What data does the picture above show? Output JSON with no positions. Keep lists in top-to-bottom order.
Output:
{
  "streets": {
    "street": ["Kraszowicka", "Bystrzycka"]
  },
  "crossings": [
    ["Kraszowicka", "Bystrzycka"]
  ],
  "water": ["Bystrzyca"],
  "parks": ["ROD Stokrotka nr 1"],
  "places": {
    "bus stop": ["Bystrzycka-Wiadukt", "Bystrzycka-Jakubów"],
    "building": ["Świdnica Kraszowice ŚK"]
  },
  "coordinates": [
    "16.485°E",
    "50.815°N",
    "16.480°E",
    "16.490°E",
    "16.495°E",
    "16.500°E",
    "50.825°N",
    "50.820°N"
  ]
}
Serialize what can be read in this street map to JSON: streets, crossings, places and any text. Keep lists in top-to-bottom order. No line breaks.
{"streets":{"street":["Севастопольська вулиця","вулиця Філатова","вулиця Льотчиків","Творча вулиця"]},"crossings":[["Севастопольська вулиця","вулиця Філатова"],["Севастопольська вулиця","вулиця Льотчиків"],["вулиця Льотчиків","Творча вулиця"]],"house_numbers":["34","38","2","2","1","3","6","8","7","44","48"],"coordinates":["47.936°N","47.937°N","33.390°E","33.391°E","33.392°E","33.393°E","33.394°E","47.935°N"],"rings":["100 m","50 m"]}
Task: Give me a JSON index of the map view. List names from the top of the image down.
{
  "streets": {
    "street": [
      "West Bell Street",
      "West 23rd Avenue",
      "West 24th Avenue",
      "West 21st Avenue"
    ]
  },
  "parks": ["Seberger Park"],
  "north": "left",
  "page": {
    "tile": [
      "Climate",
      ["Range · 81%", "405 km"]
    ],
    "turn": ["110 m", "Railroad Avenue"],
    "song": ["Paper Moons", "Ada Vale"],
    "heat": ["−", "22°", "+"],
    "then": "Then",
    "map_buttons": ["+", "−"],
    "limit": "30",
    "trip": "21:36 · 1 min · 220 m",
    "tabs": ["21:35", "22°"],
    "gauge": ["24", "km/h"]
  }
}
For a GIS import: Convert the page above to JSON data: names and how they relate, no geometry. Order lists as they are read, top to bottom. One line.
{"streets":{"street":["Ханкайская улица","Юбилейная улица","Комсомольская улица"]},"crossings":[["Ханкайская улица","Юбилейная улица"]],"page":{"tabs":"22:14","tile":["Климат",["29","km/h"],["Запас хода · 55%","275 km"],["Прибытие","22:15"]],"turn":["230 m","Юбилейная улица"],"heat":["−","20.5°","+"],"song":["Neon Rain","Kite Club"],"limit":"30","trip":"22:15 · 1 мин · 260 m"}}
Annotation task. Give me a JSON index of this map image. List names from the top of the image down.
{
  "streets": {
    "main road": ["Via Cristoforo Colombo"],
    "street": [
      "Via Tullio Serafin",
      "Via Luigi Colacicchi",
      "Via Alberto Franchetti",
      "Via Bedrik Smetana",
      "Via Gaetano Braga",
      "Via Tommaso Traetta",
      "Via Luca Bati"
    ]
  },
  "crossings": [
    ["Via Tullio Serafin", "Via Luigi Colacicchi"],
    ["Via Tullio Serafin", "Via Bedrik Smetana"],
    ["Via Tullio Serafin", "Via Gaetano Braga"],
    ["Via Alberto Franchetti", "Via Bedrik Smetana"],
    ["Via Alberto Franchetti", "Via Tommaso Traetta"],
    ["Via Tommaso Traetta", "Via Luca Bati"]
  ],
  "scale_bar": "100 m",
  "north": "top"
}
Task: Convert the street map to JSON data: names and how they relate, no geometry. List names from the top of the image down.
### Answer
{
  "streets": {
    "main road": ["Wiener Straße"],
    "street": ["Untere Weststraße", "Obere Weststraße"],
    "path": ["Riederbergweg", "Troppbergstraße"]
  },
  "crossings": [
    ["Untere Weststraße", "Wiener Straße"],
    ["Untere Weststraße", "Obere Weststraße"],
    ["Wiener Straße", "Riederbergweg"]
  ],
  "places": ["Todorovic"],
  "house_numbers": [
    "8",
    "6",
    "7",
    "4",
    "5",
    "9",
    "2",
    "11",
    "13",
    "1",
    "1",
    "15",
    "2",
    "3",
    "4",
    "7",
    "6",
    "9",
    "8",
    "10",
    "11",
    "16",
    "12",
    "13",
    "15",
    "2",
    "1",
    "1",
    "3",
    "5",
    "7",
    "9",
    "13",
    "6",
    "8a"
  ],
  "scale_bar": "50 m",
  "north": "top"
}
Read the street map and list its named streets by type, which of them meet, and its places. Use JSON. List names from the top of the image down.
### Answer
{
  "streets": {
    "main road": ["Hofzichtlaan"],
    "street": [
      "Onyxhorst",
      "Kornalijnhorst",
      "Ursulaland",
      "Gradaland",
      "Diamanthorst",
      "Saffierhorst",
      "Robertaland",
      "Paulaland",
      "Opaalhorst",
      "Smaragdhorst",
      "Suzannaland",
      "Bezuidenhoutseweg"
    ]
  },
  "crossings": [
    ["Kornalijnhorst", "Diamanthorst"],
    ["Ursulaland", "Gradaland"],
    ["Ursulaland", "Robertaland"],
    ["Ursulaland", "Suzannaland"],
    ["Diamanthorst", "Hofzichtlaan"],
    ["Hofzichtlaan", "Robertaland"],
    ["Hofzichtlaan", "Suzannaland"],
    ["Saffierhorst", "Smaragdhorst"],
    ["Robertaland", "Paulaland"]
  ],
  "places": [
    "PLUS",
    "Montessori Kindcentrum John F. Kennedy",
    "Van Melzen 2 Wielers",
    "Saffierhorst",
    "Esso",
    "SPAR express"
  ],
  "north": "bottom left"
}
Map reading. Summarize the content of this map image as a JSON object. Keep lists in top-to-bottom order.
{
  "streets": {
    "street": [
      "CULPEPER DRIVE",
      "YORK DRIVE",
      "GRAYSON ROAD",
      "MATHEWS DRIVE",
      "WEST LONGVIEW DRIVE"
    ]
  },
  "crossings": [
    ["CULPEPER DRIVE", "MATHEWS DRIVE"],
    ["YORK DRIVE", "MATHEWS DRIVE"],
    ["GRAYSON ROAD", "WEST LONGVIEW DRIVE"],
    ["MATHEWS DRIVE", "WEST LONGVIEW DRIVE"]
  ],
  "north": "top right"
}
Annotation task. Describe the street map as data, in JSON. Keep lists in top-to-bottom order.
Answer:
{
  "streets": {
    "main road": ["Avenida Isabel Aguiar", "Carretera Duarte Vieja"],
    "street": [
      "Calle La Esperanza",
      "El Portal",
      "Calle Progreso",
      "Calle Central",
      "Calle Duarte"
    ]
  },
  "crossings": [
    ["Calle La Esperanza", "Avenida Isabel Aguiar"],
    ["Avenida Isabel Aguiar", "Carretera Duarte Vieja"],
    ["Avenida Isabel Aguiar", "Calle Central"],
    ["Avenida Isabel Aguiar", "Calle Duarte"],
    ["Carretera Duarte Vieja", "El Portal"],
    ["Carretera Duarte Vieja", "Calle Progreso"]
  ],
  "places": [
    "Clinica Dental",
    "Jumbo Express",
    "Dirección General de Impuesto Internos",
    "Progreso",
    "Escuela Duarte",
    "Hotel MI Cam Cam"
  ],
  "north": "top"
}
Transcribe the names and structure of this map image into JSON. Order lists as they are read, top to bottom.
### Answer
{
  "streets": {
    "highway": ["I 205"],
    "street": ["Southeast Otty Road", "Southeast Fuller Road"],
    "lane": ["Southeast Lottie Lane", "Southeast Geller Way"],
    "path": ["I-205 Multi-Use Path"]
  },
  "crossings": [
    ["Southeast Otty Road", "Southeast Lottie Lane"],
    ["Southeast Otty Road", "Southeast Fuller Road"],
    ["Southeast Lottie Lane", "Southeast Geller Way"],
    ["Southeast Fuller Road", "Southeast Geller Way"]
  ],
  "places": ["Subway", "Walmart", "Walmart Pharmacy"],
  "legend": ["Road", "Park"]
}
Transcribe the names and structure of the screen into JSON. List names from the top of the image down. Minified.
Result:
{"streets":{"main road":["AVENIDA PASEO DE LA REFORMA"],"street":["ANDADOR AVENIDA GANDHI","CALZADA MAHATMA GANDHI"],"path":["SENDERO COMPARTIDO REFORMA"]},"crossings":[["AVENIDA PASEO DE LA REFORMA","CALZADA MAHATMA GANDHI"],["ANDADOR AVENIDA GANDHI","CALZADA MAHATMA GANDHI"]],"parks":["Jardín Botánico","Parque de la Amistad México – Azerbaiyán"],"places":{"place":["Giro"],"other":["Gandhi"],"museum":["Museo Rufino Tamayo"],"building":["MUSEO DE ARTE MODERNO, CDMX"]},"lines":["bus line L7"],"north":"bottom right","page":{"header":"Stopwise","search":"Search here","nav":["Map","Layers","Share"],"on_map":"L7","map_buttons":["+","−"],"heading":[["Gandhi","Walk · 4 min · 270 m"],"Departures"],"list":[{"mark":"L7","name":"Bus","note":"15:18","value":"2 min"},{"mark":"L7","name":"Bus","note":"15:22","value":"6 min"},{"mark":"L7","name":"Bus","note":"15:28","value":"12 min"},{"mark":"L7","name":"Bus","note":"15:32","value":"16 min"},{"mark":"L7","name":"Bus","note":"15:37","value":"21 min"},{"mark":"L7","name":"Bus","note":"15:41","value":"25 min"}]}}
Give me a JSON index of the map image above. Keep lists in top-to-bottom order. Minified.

◆ **PROBLEM DESCRIPTION**: All lines of the entries above where "Minified" turns up should be reported.

◆ **WRITTEN RESPONSE**:
Transcribe the names and structure of the screen into JSON. List names from the top of the image down. Minified.
Give me a JSON index of the map image above. Keep lists in top-to-bottom order. Minified.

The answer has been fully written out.